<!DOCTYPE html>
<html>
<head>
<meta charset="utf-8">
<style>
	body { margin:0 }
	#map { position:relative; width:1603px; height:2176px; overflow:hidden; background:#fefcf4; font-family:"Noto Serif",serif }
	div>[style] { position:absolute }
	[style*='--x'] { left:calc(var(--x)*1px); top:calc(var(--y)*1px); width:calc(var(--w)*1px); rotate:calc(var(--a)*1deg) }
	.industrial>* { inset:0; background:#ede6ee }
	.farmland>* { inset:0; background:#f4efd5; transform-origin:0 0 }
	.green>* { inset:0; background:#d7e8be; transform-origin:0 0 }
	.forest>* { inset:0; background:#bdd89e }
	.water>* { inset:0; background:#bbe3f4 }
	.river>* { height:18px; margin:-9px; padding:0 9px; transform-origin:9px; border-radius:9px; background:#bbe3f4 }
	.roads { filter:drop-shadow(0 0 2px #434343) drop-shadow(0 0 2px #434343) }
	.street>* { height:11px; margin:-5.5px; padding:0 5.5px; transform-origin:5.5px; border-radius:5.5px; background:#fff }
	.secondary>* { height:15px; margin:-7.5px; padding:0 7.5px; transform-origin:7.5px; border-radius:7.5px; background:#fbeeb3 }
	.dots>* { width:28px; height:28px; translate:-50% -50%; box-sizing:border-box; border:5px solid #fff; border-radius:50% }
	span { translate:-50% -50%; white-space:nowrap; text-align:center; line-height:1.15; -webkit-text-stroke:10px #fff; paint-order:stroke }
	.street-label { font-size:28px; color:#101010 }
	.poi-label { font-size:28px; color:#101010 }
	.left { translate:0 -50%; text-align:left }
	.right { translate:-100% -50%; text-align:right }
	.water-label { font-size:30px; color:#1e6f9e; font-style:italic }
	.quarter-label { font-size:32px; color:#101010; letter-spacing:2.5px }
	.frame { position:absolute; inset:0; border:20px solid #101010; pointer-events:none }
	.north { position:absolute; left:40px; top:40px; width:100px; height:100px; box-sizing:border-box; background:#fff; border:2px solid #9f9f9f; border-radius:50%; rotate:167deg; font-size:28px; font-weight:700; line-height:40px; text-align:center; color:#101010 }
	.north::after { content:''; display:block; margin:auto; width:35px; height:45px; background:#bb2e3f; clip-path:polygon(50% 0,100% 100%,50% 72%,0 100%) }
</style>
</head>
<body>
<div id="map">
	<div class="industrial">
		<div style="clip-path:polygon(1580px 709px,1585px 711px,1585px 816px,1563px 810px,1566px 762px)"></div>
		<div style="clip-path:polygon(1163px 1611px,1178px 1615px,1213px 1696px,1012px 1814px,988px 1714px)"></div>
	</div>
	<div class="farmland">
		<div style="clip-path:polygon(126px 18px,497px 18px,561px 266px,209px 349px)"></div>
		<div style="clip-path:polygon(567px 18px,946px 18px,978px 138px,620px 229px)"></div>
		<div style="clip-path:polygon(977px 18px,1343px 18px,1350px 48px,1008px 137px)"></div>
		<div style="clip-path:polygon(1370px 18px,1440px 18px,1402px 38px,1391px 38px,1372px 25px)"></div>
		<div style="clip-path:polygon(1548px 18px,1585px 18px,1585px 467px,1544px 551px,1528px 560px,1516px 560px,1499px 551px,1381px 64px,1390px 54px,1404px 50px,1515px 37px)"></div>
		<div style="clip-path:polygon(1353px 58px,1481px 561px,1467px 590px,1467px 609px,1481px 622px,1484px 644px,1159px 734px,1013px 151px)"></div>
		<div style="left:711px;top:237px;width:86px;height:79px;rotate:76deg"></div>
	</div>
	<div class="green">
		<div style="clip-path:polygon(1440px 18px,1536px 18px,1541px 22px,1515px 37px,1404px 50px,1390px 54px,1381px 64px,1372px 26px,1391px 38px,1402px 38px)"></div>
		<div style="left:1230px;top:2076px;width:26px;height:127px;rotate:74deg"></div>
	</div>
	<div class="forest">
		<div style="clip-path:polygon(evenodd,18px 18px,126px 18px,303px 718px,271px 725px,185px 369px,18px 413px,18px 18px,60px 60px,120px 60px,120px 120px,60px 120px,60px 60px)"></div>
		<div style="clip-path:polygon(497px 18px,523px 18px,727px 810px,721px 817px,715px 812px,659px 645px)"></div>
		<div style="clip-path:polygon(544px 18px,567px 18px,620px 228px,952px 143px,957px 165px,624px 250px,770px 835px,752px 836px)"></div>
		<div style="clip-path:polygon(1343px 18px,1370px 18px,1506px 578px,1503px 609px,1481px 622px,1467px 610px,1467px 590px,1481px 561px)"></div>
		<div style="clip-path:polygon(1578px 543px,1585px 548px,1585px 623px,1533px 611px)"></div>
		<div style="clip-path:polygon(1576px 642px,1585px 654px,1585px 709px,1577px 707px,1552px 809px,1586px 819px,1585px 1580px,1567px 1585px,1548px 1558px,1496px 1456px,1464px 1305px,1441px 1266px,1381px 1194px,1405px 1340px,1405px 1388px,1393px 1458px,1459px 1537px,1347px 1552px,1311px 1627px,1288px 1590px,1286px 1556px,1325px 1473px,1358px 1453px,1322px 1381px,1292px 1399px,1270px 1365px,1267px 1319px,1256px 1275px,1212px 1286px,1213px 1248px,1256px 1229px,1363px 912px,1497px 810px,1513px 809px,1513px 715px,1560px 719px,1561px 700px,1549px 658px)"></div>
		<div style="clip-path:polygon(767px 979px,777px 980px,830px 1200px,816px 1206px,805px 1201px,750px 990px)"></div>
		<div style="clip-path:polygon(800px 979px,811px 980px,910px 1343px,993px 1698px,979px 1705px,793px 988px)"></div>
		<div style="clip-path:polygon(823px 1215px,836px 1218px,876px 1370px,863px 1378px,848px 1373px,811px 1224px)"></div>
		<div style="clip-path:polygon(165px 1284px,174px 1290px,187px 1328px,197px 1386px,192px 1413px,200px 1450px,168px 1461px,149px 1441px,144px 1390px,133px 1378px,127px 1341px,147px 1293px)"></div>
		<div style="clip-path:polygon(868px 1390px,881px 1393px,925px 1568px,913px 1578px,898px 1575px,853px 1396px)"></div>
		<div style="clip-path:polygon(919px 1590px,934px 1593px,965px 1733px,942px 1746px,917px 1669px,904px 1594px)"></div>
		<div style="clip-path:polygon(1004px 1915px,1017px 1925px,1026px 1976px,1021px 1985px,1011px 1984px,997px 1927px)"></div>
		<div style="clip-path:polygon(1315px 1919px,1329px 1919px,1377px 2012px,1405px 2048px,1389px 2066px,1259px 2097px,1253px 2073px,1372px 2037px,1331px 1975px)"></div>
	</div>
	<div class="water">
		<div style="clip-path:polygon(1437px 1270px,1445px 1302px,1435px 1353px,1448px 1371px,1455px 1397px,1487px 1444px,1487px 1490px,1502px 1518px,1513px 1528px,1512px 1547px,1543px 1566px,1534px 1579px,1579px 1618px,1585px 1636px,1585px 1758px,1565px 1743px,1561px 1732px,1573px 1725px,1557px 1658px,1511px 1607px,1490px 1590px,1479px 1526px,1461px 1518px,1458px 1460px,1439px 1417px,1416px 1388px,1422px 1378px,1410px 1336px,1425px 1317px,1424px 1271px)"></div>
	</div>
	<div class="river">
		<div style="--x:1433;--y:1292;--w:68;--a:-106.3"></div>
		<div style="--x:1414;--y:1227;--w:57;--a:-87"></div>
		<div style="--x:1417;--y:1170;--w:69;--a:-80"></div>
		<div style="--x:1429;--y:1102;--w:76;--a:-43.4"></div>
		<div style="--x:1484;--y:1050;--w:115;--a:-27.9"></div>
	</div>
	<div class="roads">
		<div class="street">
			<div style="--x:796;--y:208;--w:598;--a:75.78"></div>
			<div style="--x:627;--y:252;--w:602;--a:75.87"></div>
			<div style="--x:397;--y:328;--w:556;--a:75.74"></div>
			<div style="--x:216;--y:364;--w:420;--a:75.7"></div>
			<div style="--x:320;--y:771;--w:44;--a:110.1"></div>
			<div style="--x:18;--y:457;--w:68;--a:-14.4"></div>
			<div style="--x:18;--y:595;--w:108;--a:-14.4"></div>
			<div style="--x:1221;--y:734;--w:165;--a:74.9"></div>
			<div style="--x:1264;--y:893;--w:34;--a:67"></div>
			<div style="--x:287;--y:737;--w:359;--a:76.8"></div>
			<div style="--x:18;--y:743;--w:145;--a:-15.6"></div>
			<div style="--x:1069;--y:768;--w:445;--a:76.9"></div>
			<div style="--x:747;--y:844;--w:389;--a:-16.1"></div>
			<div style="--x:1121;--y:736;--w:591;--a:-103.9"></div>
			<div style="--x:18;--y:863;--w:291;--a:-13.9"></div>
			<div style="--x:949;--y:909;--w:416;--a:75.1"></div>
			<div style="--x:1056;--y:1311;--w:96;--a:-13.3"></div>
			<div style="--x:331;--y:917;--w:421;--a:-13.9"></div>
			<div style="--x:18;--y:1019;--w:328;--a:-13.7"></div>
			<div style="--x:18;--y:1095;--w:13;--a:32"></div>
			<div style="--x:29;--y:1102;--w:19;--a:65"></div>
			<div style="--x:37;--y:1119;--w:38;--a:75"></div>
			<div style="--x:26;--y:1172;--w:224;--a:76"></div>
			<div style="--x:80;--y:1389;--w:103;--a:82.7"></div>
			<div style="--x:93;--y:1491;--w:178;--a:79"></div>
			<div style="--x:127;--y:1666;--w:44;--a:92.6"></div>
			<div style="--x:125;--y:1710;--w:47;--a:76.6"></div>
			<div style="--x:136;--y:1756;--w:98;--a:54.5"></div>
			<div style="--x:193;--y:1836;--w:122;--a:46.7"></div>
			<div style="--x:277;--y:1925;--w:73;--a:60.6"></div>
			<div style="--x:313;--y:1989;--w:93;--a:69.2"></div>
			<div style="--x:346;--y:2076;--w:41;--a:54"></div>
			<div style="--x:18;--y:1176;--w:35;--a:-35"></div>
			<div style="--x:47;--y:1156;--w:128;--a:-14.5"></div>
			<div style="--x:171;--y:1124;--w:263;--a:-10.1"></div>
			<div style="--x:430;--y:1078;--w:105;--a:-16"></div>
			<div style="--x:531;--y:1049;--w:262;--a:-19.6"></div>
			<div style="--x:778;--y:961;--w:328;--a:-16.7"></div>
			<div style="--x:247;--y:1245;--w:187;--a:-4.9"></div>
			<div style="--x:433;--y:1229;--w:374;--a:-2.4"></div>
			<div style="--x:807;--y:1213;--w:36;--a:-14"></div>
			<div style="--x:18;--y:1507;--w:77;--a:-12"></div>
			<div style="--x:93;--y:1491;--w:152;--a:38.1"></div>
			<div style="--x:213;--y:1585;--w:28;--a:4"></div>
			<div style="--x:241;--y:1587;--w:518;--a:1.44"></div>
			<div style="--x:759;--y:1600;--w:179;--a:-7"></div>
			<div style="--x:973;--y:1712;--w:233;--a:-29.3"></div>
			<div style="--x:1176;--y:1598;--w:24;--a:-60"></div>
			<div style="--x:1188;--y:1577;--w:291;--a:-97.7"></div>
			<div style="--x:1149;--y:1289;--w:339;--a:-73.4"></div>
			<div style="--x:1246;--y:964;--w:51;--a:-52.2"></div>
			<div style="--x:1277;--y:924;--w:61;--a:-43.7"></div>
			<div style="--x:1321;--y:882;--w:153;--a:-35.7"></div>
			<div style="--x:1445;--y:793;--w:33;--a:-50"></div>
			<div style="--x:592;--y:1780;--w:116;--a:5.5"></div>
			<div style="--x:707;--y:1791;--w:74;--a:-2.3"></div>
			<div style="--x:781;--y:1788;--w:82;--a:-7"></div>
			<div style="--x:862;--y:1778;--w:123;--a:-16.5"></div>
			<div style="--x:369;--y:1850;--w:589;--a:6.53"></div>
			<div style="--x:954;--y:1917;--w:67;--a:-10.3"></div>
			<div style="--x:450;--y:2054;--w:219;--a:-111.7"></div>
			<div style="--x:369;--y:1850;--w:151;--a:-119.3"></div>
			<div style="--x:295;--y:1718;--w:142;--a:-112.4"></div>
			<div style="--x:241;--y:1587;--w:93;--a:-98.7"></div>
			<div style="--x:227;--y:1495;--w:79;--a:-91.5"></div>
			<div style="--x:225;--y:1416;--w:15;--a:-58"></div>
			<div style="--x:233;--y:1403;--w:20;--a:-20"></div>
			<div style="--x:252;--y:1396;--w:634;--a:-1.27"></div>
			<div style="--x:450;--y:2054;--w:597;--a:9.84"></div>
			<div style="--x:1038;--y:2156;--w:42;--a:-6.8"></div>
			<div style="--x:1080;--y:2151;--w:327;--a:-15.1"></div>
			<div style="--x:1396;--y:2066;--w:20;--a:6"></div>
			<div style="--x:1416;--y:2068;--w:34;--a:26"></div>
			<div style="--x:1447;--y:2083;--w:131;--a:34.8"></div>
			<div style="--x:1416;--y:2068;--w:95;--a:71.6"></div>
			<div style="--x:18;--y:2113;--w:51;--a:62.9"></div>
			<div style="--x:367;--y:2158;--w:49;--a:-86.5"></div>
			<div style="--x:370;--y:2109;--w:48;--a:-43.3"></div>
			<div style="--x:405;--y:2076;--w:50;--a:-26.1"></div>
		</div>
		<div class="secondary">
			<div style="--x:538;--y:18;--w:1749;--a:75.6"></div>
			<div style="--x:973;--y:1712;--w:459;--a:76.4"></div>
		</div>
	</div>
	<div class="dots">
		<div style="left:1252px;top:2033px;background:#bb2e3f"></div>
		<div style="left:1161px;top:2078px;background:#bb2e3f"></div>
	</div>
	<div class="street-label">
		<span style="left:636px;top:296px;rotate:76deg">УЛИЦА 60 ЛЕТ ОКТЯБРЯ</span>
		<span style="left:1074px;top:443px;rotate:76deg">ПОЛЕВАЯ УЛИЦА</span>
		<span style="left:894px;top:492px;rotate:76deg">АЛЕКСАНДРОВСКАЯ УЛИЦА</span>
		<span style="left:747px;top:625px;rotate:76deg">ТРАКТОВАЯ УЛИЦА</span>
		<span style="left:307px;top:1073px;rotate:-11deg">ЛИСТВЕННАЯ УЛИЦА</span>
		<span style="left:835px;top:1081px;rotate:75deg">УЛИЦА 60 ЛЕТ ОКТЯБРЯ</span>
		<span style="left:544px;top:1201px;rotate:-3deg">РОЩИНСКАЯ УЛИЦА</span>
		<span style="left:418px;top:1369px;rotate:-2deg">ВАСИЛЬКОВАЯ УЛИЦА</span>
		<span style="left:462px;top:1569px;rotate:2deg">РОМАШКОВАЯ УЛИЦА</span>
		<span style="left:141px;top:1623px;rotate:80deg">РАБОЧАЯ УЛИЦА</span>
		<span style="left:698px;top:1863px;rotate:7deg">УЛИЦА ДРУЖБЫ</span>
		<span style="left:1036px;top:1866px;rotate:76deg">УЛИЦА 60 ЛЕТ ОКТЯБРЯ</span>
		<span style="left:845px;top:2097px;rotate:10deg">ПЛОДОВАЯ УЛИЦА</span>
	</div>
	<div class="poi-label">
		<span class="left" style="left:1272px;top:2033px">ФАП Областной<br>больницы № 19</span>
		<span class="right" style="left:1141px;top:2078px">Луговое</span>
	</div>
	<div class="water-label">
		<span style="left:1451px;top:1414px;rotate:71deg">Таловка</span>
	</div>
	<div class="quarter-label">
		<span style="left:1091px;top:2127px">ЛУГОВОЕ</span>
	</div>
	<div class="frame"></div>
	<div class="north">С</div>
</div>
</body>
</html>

→ **About this exercise**:
When the line with "translate:0 -50%; text-align:left" is reached in the data above, begin copying, and stop after the line with "position:absolute; left:40px; top:40px;"; copy each line exactly, both ends included.

→ **Output of the exercise**:
	.left { translate:0 -50%; text-align:left }
	.right { translate:-100% -50%; text-align:right }
	.water-label { font-size:30px; color:#1e6f9e; font-style:italic }
	.quarter-label { font-size:32px; color:#101010; letter-spacing:2.5px }
	.frame { position:absolute; inset:0; border:20px solid #101010; pointer-events:none }
	.north { position:absolute; left:40px; top:40px; width:100px; height:100px; box-sizing:border-box; background:#fff; border:2px solid #9f9f9f; border-radius:50%; rotate:167deg; font-size:28px; font-weight:700; line-height:40px; text-align:center; color:#101010 }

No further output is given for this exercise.